Work to be completed: Please keep the pictures out and write out exactly the lines from the first in the data below through the one containing "flex:none; width:55px; height:55px;", both included.

[Stored data entries]
╔══

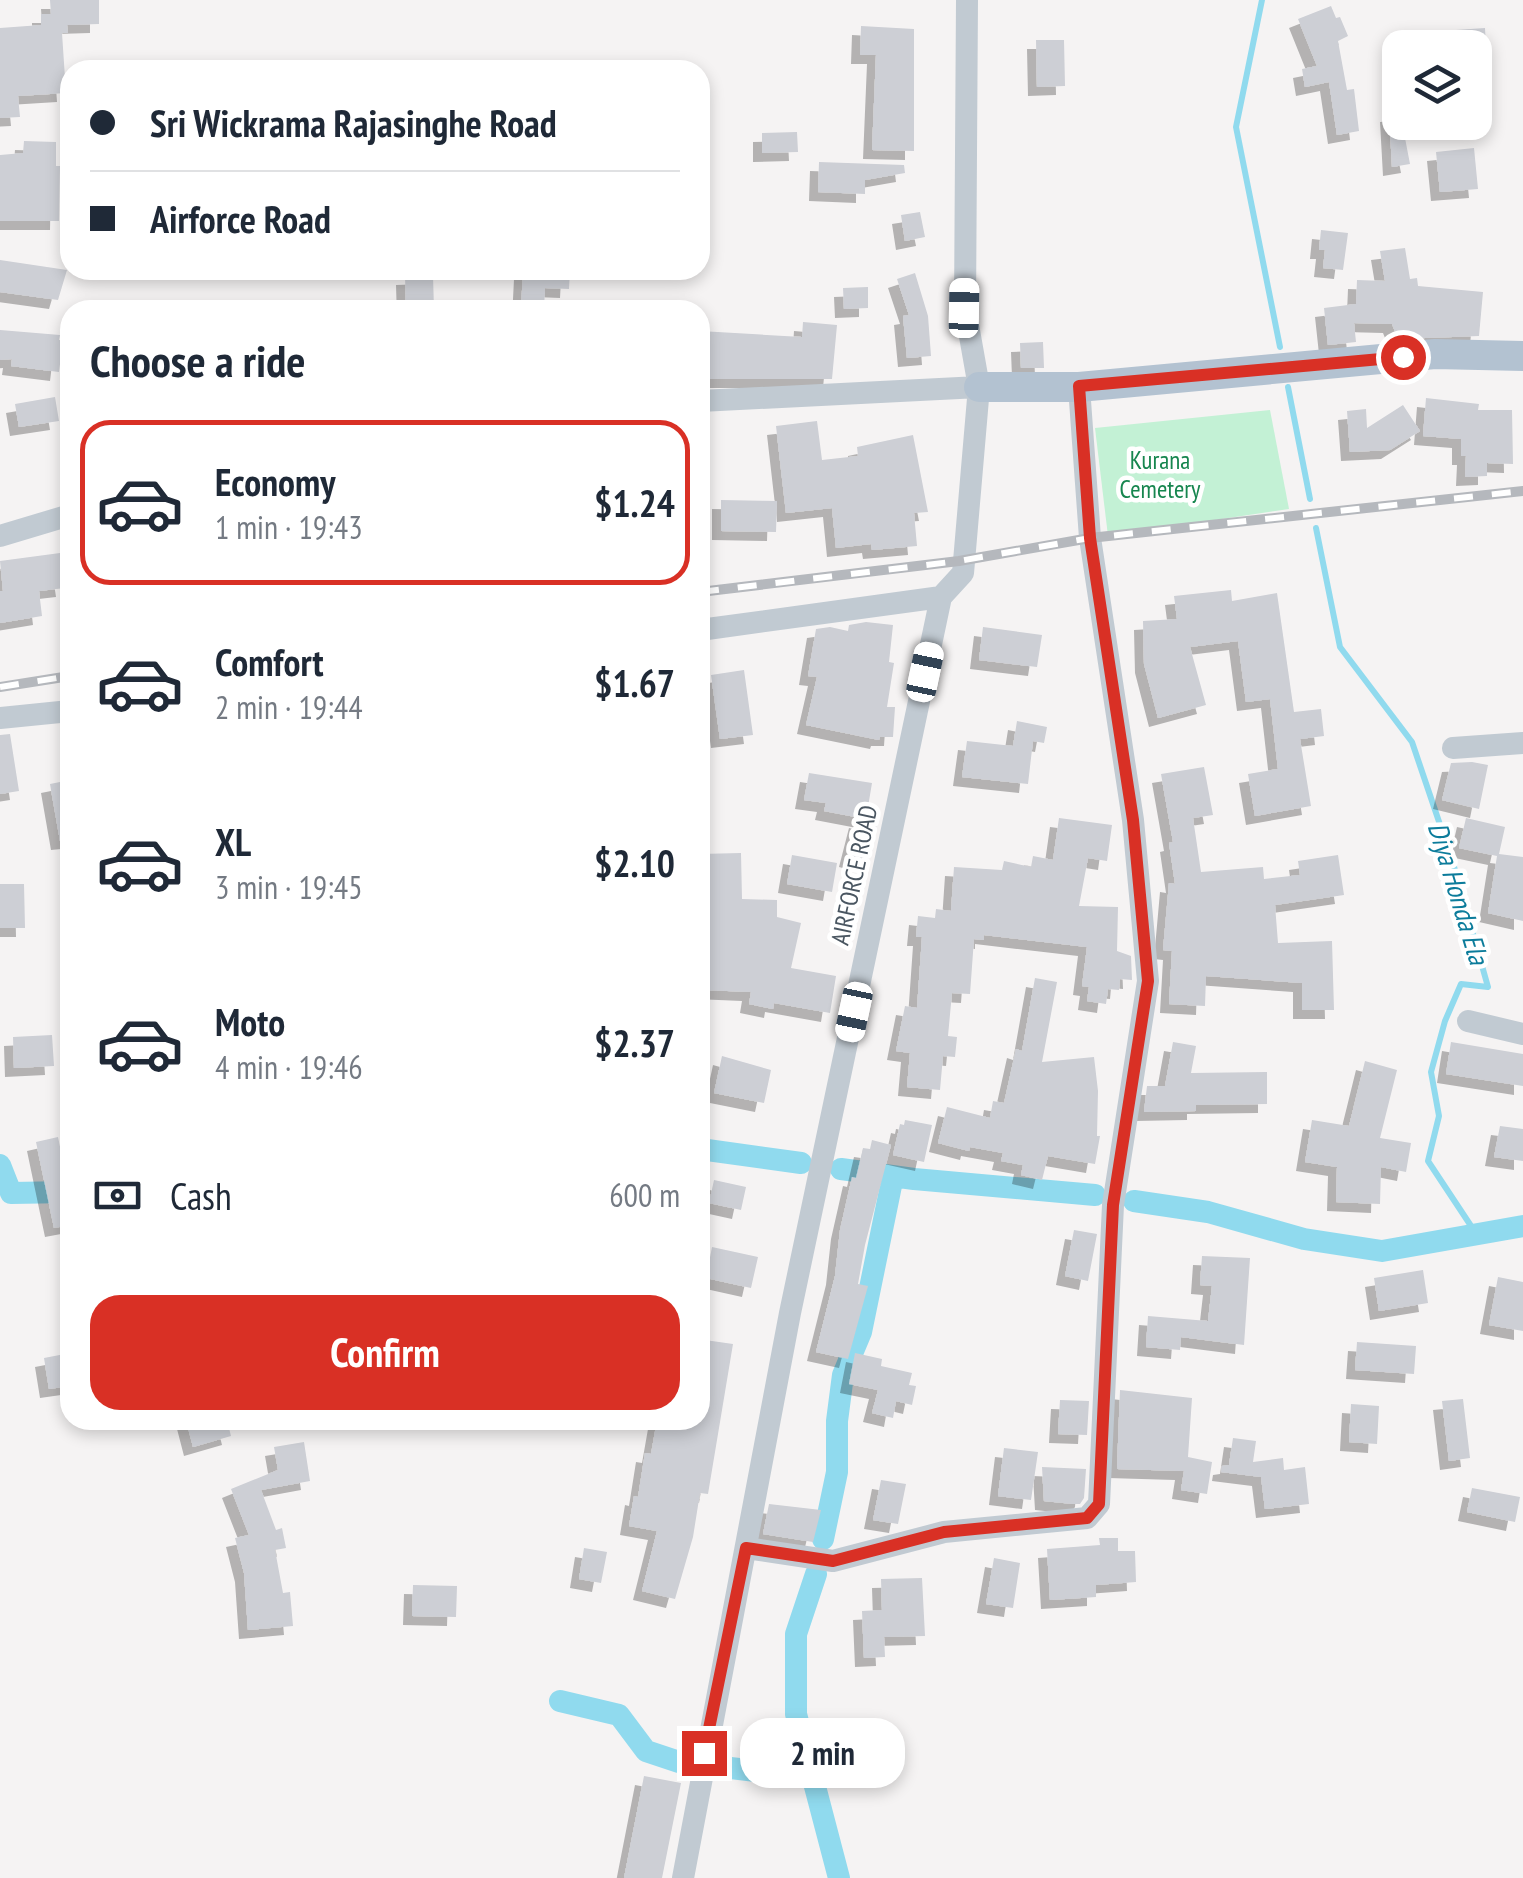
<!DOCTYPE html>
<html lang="en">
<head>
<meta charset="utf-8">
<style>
	:root { --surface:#fff; --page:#f6f6f7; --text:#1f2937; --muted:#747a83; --line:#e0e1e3; --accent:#d93025 }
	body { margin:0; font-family:"PT Sans Narrow",sans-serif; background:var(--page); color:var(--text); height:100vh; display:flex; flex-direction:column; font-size:38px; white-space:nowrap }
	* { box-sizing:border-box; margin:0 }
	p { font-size:32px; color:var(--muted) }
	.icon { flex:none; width:55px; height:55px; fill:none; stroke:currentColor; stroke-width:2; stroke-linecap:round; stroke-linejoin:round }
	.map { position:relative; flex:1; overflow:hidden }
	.drawer { position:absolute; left:60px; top:300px; width:650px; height:1130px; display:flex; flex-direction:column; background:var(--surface); border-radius:30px; box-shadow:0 5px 15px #0003 }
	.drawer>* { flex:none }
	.banner { position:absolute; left:60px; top:60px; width:650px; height:220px; border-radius:30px; box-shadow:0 5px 15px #0003; display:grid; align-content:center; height:220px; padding:0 30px; background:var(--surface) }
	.buttons { position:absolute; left:1382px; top:30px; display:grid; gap:20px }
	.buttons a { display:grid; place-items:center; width:110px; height:110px; border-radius:20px; background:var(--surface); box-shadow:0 5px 15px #0003; font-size:50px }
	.end { position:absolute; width:45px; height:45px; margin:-22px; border:12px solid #d93025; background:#fff; box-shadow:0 0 0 5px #fff }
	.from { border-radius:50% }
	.bubble { position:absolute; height:70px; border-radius:30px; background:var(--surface); box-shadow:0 5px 15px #0003; font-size:32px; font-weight:700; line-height:70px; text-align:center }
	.car { position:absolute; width:30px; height:60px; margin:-30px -15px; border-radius:12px; box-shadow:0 0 8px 2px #0007; background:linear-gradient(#fff 24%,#345 0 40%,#fff 0 76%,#345 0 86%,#fff 0) }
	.banner b { display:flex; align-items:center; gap:35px; height:95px; font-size:38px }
	.banner b+b { border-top:2px solid var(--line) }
	.banner i { width:25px; height:25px; background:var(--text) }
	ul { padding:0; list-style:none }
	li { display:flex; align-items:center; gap:30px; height:165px; margin:0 20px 15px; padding:0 10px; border:5px solid transparent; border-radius:30px }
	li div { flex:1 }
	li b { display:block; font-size:38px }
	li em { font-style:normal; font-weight:700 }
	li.active { border-color:var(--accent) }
	li>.icon { width:90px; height:90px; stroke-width:1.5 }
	h2 { padding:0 30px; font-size:45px; line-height:120px }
	.pay { display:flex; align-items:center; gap:25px; height:110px; padding:0 30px; font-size:38px }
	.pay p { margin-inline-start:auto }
	.action { display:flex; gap:20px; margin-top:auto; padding:20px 30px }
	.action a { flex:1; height:115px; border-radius:30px; background:var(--accent); color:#fff; font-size:40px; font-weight:700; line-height:115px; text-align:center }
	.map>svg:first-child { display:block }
	.green { fill:#c3f1d5 }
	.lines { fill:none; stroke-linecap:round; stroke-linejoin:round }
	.stream { stroke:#90daee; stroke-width:6 }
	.canal { stroke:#90daee; stroke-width:22 }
	.building { fill:#cdcfd5; filter:url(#shadow) }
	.minor { stroke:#c1cad2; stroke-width:22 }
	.major { stroke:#b3c2d1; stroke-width:30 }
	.rail-casing { stroke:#b5b8bd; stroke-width:10 }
	.rail { stroke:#fff; stroke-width:6; stroke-dasharray:19; stroke-linecap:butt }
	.route { stroke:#d93025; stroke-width:12 }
	.labels { text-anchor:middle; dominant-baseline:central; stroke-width:9; stroke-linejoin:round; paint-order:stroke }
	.park-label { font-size:25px; fill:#17864f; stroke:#fff }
	.street-label { font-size:25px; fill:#4a5661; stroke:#fff }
	.water-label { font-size:28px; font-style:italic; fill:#0c7c9b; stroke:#fff }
</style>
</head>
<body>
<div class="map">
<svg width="1523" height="1878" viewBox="0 0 1523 1878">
	<defs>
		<filter id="shadow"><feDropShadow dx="-9" dy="9" stdDeviation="0" flood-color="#0004"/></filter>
	</defs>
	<rect width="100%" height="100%" fill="#f5f3f3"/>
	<!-- green -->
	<path class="green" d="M1270,410L1289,509L1108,536L1095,428Z"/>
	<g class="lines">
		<!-- stream -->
		<path class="stream" d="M1262,0L1236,127L1280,347
			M1288,387L1310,499
			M1316,528L1340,647L1412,742L1453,863L1488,987L1461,984L1445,1021L1431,1072L1439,1116L1428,1161L1477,1235"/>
		<!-- canal -->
		<path class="canal" d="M700,1149L801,1163
			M0,1165L11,1193L70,1192
			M841,1169L914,1179L1095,1195
			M1134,1201L1208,1212L1304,1239L1382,1251L1523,1226
			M823,1539L837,1472V1421L843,1375L861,1332L893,1176
			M816,1574L796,1634V1714L839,1878
			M560,1701L619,1715L646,1751L679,1762L756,1771L780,1759L802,1739"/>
	</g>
	<!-- building -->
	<path class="building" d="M50,0H99V24L67,25L68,33H62L66,93L18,96L20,117L0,118V28L41,25V14H51Z
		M1331,6L1336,18L1340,17L1348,36L1338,41L1347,90L1354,89L1359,131L1337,135L1329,82L1305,87L1302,69L1317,66L1298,19Z
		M861,26L914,29V151L872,150L876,55H860Z
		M1485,28L1486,48H1457L1456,30Z
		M1036,40H1064L1065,86L1037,87Z
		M1400,112L1410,164L1392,167L1389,113Z
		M797,132L798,152L762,153V133Z
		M24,141L56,142V166H60L59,221H0V155L23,153Z
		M1474,148L1478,189L1440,192L1436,152Z
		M819,162L904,165L905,173L865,180V194L818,192Z
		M920,212L925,237L905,241L901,215Z
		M1321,230L1348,233L1343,270L1323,268L1325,250H1319Z
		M1405,248L1410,279L1417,278L1418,286L1483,292L1479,336L1398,339L1392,324L1354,323L1356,342L1328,345L1324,308L1356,304L1357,280L1385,281L1380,251Z
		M0,260L67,270L58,300L0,292Z
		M523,270H570L569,289L545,288L544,310H521Z
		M915,273L928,316L931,356L907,358L903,316L909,315L897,279Z
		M433,275L434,310H406L405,276Z
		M868,287V308L844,309L843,288Z
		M803,322L837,325L832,379H700V331L802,337Z
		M0,330L60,335L59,340H63L59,372L11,366L12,359L0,360Z
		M1043,342L1044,368H1021L1020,343Z
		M55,397L59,421L19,427L15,404Z
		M1426,398L1479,404L1478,410H1512L1513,464L1487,463V476L1465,477L1466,456H1461V439L1423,436Z
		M1403,405L1420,431L1390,450L1350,452L1347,411L1366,409L1367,428Z
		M817,421L822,460L858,456L857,447L913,435L928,512L914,513L917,546L872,550L871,544L836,548L832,508L786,513L776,426Z
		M721,500L777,501L776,532L721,531Z
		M60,553L65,588L39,591L42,616L0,623V591H3L0,561Z
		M1231,590L1232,601L1277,593L1294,712L1321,709L1324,736L1300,739L1311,806L1255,816L1248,774L1278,769L1270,699L1246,702L1238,641L1190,647L1206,705L1158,718L1144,664L1143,621L1177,619L1174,596Z
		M866,622L893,625L889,662L894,663L887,707H895L893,737H880L879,740L806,725L817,677L808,676L816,629L830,627L848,631L849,625Z
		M983,627L1042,635L1037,667L979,660Z
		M744,670L753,735L720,739L711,675Z
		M1017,721L1047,727L1044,743L1033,741L1028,784L962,777L967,741L1013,746Z
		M10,734L19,791L0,794V735Z
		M1472,762L1488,765L1479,809L1442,800L1451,763Z
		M1204,767L1213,815L1193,818L1201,872L1263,867L1264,879L1300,875L1298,861L1338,855L1344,895L1275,905L1278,943L1332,941L1334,1010H1302V983L1206,976L1205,1006L1169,1004L1172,951L1163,950L1169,883L1175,884L1169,843L1173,842L1161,774Z
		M809,773L872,783L866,819L824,811L826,803L804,800Z
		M70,780V840L60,841L50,784Z
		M1059,818L1112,825L1107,861L1088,858L1079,906L1118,907L1117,951L1131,956L1132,980L1120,979L1119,990L1108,989L1106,1004L1087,1001L1089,987L1082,986L1087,947L984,935V940L974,939L970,994L952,993L948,1036L957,1037L955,1057L943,1056L940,1090L907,1087L910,1053L896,1051L905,1006L917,1008L922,937H916L918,916L935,918L936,909L951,911L954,867L1002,870L1004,861L1031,867L1033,856L1053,860Z
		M1466,818L1505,827L1499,854L1523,857V921L1488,913L1497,856L1459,848Z
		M858,819L877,824L867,863L848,858Z
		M741,853L742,899L777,900V917L801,923L791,968L836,976L830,1013L774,1003L773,1009L749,1004L751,992L704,990L705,957H708V888H700V854Z
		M792,855L837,863L832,892L787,884Z
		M0,884H24L25,928H0Z
		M1035,978L1057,982L1042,1062L1094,1057L1098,1091L1097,1136H1100L1095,1164L1048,1156L1042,1180L1021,1175L1023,1165L1001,1161L1003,1153L970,1147L969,1151L938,1143L947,1107L990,1118L993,1101L1004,1103L1016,1049L1022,1051Z
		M52,1035L54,1066L14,1068L13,1037Z
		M1173,1042L1196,1046L1191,1073L1267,1072V1104L1196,1105V1111L1144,1112L1147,1086H1165Z
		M1451,1042L1523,1054V1086L1446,1074Z
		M722,1056L771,1070L764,1103L714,1093Z
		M1365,1061L1397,1070L1380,1138L1411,1143L1406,1172L1381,1167L1380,1204L1336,1202L1337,1167L1305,1162L1312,1120L1349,1126Z
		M905,1120L932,1125L924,1162L893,1155L900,1124L904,1125Z
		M1500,1126L1523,1129V1161L1494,1157Z
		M58,1137L70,1196V1225L54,1228L36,1142Z
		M872,1140L891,1145L865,1245L858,1284L868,1286L848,1359L816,1352L835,1276L840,1230L852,1177L856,1178L863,1148L870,1149Z
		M714,1180L746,1187L741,1210L709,1203Z
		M1074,1230L1097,1234L1088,1281L1065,1276Z
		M712,1247L758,1257L751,1288L706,1278Z
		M1202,1256L1250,1258L1244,1345L1181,1337L1180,1350L1146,1347L1148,1316L1208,1321L1212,1286L1200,1285Z
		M1423,1270L1428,1303L1379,1311L1374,1278Z
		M1498,1277L1523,1282V1331L1489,1325Z
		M705,1340L733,1344L708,1494L700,1493L693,1537L675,1599L642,1591L657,1531L629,1526L634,1496L638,1497L645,1453L651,1454L657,1420H700V1352H703Z
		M1357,1342L1416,1346L1414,1374L1355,1370Z
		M70,1353V1386L49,1389L44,1358Z
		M855,1353L882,1359L881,1366L912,1373L909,1385L916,1386L912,1405L896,1401L893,1418L872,1413L878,1390L849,1384Z
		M1120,1390L1192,1398L1188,1457L1212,1462L1207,1494L1181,1490L1184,1471L1117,1469Z
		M1463,1399L1470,1458L1449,1461L1442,1401Z
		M1060,1400L1089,1401L1087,1435L1058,1434Z
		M1351,1404L1379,1406L1377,1444L1349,1442Z
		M186,1420H227L231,1436L193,1447Z
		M1233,1438L1256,1441L1253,1462L1283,1458L1284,1470L1305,1467L1309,1504L1265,1509L1261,1477L1221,1472L1222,1466L1229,1465Z
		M304,1442L310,1481L261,1490L276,1530L282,1528L286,1548L275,1550L283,1593L290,1592L293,1626L248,1630L244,1573L235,1538L249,1535L231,1489L278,1470L274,1447Z
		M1004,1448L1038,1452L1031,1500L998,1496Z
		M1042,1467L1086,1469L1084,1498L1080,1504H1073L1044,1501Z
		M881,1480L906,1484L898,1524L873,1520Z
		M1472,1488L1520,1497L1515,1522L1467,1512Z
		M769,1504L821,1510L813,1542L763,1534Z
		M1099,1538H1118V1551H1135L1136,1582L1096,1585V1597L1050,1600L1047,1549L1100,1545Z
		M584,1548L607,1552L601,1583L579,1579Z
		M994,1558L1020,1563L1013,1608L986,1604Z
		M922,1578L925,1636L884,1637L885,1657L864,1658L862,1611L882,1610L881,1579Z
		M413,1585L457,1586L456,1617L412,1616Z
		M644,1776L681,1783L662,1878H624Z"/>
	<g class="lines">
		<!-- minor -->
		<path class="minor" d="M700,401L979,387
			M0,536L70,515
			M700,630L941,597
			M0,718L70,711
			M1453,748L1523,743
			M1468,1021L1523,1034
			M746,1548L833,1561L944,1532L1087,1518L1099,1504L1113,1205L1148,981L1133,820L1090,538L1079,387
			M683,1878L790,1313L941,597L963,573L979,387L965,308L967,0"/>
		<!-- major -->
		<path class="major" d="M979,387H1079L1435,354L1523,356"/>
		<defs>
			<path id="rail" d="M700,592L959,561L1090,538L1523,491
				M0,687L70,676"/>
		</defs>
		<!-- rail casing -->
		<use href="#rail" class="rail-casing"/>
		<!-- rail -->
		<use href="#rail" class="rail"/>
	</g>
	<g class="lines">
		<!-- route -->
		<path class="route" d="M704,1753L746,1548L833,1561L944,1532L1087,1518L1099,1504L1113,1205L1148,981L1133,820L1090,538L1079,386L1403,357"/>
	</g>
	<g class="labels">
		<!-- park labels -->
		<g class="park-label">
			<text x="1160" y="460">Kurana<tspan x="1160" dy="29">Cemetery</tspan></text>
		</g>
		<!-- street labels -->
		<g class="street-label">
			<text transform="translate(854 875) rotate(-78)">AIRFORCE ROAD</text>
		</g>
		<!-- water labels -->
		<g class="water-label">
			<text transform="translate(1459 893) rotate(73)">Diya Honda Ela</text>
		</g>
	</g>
</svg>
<div class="buttons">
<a><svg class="icon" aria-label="layers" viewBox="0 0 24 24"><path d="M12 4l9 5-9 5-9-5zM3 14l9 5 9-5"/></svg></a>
</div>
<i class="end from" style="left:1403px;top:357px"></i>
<i class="end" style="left:704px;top:1753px"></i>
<div class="bubble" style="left:740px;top:1718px;width:165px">2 min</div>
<i class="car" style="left:964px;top:308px;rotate:1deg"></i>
<i class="car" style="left:925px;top:672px;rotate:12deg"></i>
<i class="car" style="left:854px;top:1012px;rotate:192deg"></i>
<div class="banner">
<b><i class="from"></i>Sri Wickrama Rajasinghe Road</b>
<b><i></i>Airforce Road</b>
</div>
<section class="drawer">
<h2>Choose a ride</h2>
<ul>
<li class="active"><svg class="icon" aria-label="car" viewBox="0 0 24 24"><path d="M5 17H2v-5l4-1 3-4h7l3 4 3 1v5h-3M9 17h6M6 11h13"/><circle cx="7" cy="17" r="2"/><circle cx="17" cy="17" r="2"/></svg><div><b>Economy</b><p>1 min · 19:43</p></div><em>$1.24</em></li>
<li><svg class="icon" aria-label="car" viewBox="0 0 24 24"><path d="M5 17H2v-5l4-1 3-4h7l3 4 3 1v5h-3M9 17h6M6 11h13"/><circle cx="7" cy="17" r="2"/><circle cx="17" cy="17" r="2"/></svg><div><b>Comfort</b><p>2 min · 19:44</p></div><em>$1.67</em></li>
<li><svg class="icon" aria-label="car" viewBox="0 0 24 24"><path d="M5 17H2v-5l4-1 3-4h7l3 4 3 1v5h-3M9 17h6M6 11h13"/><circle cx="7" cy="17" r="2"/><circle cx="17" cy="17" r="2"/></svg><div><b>XL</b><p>3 min · 19:45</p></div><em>$2.10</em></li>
<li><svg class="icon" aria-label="car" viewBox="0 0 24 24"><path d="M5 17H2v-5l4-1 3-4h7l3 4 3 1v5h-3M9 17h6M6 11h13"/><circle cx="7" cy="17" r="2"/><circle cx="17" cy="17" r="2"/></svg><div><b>Moto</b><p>4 min · 19:46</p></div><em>$2.37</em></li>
</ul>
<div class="pay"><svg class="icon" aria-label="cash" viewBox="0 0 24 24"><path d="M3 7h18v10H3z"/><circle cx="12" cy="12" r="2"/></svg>Cash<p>600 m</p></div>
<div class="action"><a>Confirm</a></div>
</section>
</div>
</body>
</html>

╚══

Solution:
<!DOCTYPE html>
<html lang="en">
<head>
<meta charset="utf-8">
<style>
	:root { --surface:#fff; --page:#f6f6f7; --text:#1f2937; --muted:#747a83; --line:#e0e1e3; --accent:#d93025 }
	body { margin:0; font-family:"PT Sans Narrow",sans-serif; background:var(--page); color:var(--text); height:100vh; display:flex; flex-direction:column; font-size:38px; white-space:nowrap }
	* { box-sizing:border-box; margin:0 }
	p { font-size:32px; color:var(--muted) }
	.icon { flex:none; width:55px; height:55px; fill:none; stroke:currentColor; stroke-width:2; stroke-linecap:round; stroke-linejoin:round }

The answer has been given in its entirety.